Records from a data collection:
......
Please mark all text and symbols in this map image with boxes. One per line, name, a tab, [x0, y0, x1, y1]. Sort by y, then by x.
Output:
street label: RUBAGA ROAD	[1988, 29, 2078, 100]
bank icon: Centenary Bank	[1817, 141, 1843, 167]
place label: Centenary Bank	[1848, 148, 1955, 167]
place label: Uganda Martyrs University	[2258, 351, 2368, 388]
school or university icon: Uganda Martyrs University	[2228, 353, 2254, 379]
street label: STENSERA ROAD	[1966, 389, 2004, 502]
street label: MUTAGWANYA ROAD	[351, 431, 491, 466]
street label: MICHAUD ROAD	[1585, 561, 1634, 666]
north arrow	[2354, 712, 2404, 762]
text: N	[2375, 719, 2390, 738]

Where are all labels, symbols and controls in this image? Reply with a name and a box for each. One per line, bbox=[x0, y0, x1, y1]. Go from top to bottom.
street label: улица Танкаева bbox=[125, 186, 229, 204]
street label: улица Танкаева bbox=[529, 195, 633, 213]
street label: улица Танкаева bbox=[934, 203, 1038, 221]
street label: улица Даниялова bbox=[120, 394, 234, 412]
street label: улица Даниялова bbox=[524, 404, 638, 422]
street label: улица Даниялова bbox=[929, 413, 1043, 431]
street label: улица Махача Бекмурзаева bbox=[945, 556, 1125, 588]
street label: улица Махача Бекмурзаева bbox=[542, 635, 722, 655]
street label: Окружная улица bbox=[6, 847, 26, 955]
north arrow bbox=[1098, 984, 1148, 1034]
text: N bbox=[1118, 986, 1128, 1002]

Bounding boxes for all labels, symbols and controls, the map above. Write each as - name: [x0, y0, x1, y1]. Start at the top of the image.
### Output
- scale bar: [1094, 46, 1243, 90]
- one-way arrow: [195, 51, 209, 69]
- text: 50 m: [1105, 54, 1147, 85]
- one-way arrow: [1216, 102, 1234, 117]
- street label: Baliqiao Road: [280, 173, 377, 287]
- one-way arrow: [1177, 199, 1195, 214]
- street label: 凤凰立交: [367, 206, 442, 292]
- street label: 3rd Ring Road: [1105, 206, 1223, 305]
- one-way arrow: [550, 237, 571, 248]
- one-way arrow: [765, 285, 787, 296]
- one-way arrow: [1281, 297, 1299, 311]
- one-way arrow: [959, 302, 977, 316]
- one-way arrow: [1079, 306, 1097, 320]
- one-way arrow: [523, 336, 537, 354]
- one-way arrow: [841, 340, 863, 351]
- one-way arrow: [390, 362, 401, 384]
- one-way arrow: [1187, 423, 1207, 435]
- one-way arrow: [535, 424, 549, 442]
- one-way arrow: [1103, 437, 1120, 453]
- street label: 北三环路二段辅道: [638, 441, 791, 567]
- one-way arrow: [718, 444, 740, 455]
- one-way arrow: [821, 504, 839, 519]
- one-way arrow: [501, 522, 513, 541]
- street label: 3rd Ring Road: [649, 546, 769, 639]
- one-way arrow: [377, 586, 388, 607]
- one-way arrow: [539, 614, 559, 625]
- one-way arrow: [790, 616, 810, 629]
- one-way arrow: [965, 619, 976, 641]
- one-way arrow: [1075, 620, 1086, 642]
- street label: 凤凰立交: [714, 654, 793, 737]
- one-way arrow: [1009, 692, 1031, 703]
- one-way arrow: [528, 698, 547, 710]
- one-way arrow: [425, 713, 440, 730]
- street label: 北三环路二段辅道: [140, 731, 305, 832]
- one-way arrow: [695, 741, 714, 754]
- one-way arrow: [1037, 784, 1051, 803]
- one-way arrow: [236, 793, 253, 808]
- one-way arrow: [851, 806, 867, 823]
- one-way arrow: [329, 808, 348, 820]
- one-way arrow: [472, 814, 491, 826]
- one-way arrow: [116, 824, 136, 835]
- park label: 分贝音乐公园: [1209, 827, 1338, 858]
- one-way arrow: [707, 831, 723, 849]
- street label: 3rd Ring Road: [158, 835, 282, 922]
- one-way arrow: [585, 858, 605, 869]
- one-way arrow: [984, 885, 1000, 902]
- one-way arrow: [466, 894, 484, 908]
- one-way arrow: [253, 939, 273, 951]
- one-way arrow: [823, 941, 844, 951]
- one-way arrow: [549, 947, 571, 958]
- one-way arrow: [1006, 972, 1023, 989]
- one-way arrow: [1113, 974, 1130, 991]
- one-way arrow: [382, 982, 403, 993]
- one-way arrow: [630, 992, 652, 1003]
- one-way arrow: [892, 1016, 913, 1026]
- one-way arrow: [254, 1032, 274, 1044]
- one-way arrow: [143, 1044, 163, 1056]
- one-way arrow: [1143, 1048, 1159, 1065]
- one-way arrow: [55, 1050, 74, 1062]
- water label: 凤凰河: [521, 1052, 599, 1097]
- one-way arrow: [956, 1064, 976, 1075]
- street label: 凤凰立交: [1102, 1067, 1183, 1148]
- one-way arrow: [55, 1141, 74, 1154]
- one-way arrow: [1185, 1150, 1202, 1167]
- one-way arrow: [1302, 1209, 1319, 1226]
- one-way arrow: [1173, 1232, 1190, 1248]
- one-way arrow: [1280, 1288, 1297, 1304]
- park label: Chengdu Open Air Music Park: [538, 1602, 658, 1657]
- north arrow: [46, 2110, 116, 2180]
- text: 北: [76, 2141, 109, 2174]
......
Required action
The entries shown above should be copied out word for word.

Finished task
Please mark all text and symbols in this map image with boxes. One per line, name, a tab, [x0, y0, x1, y1]. Sort by y, then by x.
Output:
street label: RUBAGA ROAD	[1988, 29, 2078, 100]
bank icon: Centenary Bank	[1817, 141, 1843, 167]
place label: Centenary Bank	[1848, 148, 1955, 167]
place label: Uganda Martyrs University	[2258, 351, 2368, 388]
school or university icon: Uganda Martyrs University	[2228, 353, 2254, 379]
street label: STENSERA ROAD	[1966, 389, 2004, 502]
street label: MUTAGWANYA ROAD	[351, 431, 491, 466]
street label: MICHAUD ROAD	[1585, 561, 1634, 666]
north arrow	[2354, 712, 2404, 762]
text: N	[2375, 719, 2390, 738]

Where are all labels, symbols and controls in this image? Reply with a name and a box for each. One per line, bbox=[x0, y0, x1, y1]. Go from top to bottom.
street label: улица Танкаева bbox=[125, 186, 229, 204]
street label: улица Танкаева bbox=[529, 195, 633, 213]
street label: улица Танкаева bbox=[934, 203, 1038, 221]
street label: улица Даниялова bbox=[120, 394, 234, 412]
street label: улица Даниялова bbox=[524, 404, 638, 422]
street label: улица Даниялова bbox=[929, 413, 1043, 431]
street label: улица Махача Бекмурзаева bbox=[945, 556, 1125, 588]
street label: улица Махача Бекмурзаева bbox=[542, 635, 722, 655]
street label: Окружная улица bbox=[6, 847, 26, 955]
north arrow bbox=[1098, 984, 1148, 1034]
text: N bbox=[1118, 986, 1128, 1002]

Bounding boxes for all labels, symbols and controls, the map above. Write each as - name: [x0, y0, x1, y1]. Start at the top of the image.
### Output
- scale bar: [1094, 46, 1243, 90]
- one-way arrow: [195, 51, 209, 69]
- text: 50 m: [1105, 54, 1147, 85]
- one-way arrow: [1216, 102, 1234, 117]
- street label: Baliqiao Road: [280, 173, 377, 287]
- one-way arrow: [1177, 199, 1195, 214]
- street label: 凤凰立交: [367, 206, 442, 292]
- street label: 3rd Ring Road: [1105, 206, 1223, 305]
- one-way arrow: [550, 237, 571, 248]
- one-way arrow: [765, 285, 787, 296]
- one-way arrow: [1281, 297, 1299, 311]
- one-way arrow: [959, 302, 977, 316]
- one-way arrow: [1079, 306, 1097, 320]
- one-way arrow: [523, 336, 537, 354]
- one-way arrow: [841, 340, 863, 351]
- one-way arrow: [390, 362, 401, 384]
- one-way arrow: [1187, 423, 1207, 435]
- one-way arrow: [535, 424, 549, 442]
- one-way arrow: [1103, 437, 1120, 453]
- street label: 北三环路二段辅道: [638, 441, 791, 567]
- one-way arrow: [718, 444, 740, 455]
- one-way arrow: [821, 504, 839, 519]
- one-way arrow: [501, 522, 513, 541]
- street label: 3rd Ring Road: [649, 546, 769, 639]
- one-way arrow: [377, 586, 388, 607]
- one-way arrow: [539, 614, 559, 625]
- one-way arrow: [790, 616, 810, 629]
- one-way arrow: [965, 619, 976, 641]
- one-way arrow: [1075, 620, 1086, 642]
- street label: 凤凰立交: [714, 654, 793, 737]
- one-way arrow: [1009, 692, 1031, 703]
- one-way arrow: [528, 698, 547, 710]
- one-way arrow: [425, 713, 440, 730]
- street label: 北三环路二段辅道: [140, 731, 305, 832]
- one-way arrow: [695, 741, 714, 754]
- one-way arrow: [1037, 784, 1051, 803]
- one-way arrow: [236, 793, 253, 808]
- one-way arrow: [851, 806, 867, 823]
- one-way arrow: [329, 808, 348, 820]
- one-way arrow: [472, 814, 491, 826]
- one-way arrow: [116, 824, 136, 835]
- park label: 分贝音乐公园: [1209, 827, 1338, 858]
- one-way arrow: [707, 831, 723, 849]
- street label: 3rd Ring Road: [158, 835, 282, 922]
- one-way arrow: [585, 858, 605, 869]
- one-way arrow: [984, 885, 1000, 902]
- one-way arrow: [466, 894, 484, 908]
- one-way arrow: [253, 939, 273, 951]
- one-way arrow: [823, 941, 844, 951]
- one-way arrow: [549, 947, 571, 958]
- one-way arrow: [1006, 972, 1023, 989]
- one-way arrow: [1113, 974, 1130, 991]
- one-way arrow: [382, 982, 403, 993]
- one-way arrow: [630, 992, 652, 1003]
- one-way arrow: [892, 1016, 913, 1026]
- one-way arrow: [254, 1032, 274, 1044]
- one-way arrow: [143, 1044, 163, 1056]
- one-way arrow: [1143, 1048, 1159, 1065]
- one-way arrow: [55, 1050, 74, 1062]
- water label: 凤凰河: [521, 1052, 599, 1097]
- one-way arrow: [956, 1064, 976, 1075]
- street label: 凤凰立交: [1102, 1067, 1183, 1148]
- one-way arrow: [55, 1141, 74, 1154]
- one-way arrow: [1185, 1150, 1202, 1167]
- one-way arrow: [1302, 1209, 1319, 1226]
- one-way arrow: [1173, 1232, 1190, 1248]
- one-way arrow: [1280, 1288, 1297, 1304]
- park label: Chengdu Open Air Music Park: [538, 1602, 658, 1657]
- north arrow: [46, 2110, 116, 2180]
- text: 北: [76, 2141, 109, 2174]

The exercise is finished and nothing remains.